Provide an exact reproduction of every entry.

## Excerpted records
^^^^^^^^
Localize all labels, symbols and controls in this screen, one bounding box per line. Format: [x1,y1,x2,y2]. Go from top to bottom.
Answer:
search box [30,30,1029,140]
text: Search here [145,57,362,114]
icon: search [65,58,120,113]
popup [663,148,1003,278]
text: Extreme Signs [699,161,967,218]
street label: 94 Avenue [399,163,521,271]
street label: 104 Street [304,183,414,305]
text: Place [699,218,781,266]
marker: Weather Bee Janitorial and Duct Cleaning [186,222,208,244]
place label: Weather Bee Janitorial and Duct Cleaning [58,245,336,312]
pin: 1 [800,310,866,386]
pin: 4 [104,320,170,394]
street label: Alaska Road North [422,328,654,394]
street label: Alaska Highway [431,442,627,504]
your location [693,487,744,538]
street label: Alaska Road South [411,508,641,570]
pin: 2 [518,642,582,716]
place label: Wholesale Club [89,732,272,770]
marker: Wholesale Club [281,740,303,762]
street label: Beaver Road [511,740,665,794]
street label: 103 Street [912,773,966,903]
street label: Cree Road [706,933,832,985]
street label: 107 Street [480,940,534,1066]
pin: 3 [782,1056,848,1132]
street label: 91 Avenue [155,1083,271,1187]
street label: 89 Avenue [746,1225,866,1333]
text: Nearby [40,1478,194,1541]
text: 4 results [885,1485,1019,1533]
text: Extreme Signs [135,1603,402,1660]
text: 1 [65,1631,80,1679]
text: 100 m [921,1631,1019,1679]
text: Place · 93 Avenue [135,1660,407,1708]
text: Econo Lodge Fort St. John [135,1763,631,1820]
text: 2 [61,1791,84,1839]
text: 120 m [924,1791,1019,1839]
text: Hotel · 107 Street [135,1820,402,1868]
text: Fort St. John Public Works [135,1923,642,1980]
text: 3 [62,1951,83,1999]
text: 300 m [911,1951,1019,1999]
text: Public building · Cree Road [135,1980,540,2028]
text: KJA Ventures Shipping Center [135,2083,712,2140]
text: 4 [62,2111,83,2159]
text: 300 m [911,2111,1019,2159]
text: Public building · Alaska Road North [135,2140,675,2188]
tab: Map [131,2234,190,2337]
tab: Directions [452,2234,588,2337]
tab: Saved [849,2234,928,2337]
^^^^^^^^
## Your solution
Localize all labels, symbols and controls in this screen, one bounding box per line. Format: [x1,y1,x2,y2]. Go from top to bottom.
Answer:
search box [30,30,1029,140]
text: Search here [145,57,362,114]
icon: search [65,58,120,113]
popup [663,148,1003,278]
text: Extreme Signs [699,161,967,218]
street label: 94 Avenue [399,163,521,271]
street label: 104 Street [304,183,414,305]
text: Place [699,218,781,266]
marker: Weather Bee Janitorial and Duct Cleaning [186,222,208,244]
place label: Weather Bee Janitorial and Duct Cleaning [58,245,336,312]
pin: 1 [800,310,866,386]
pin: 4 [104,320,170,394]
street label: Alaska Road North [422,328,654,394]
street label: Alaska Highway [431,442,627,504]
your location [693,487,744,538]
street label: Alaska Road South [411,508,641,570]
pin: 2 [518,642,582,716]
place label: Wholesale Club [89,732,272,770]
marker: Wholesale Club [281,740,303,762]
street label: Beaver Road [511,740,665,794]
street label: 103 Street [912,773,966,903]
street label: Cree Road [706,933,832,985]
street label: 107 Street [480,940,534,1066]
pin: 3 [782,1056,848,1132]
street label: 91 Avenue [155,1083,271,1187]
street label: 89 Avenue [746,1225,866,1333]
text: Nearby [40,1478,194,1541]
text: 4 results [885,1485,1019,1533]
text: Extreme Signs [135,1603,402,1660]
text: 1 [65,1631,80,1679]
text: 100 m [921,1631,1019,1679]
text: Place · 93 Avenue [135,1660,407,1708]
text: Econo Lodge Fort St. John [135,1763,631,1820]
text: 2 [61,1791,84,1839]
text: 120 m [924,1791,1019,1839]
text: Hotel · 107 Street [135,1820,402,1868]
text: Fort St. John Public Works [135,1923,642,1980]
text: 3 [62,1951,83,1999]
text: 300 m [911,1951,1019,1999]
text: Public building · Cree Road [135,1980,540,2028]
text: KJA Ventures Shipping Center [135,2083,712,2140]
text: 4 [62,2111,83,2159]
text: 300 m [911,2111,1019,2159]
text: Public building · Alaska Road North [135,2140,675,2188]
tab: Map [131,2234,190,2337]
tab: Directions [452,2234,588,2337]
tab: Saved [849,2234,928,2337]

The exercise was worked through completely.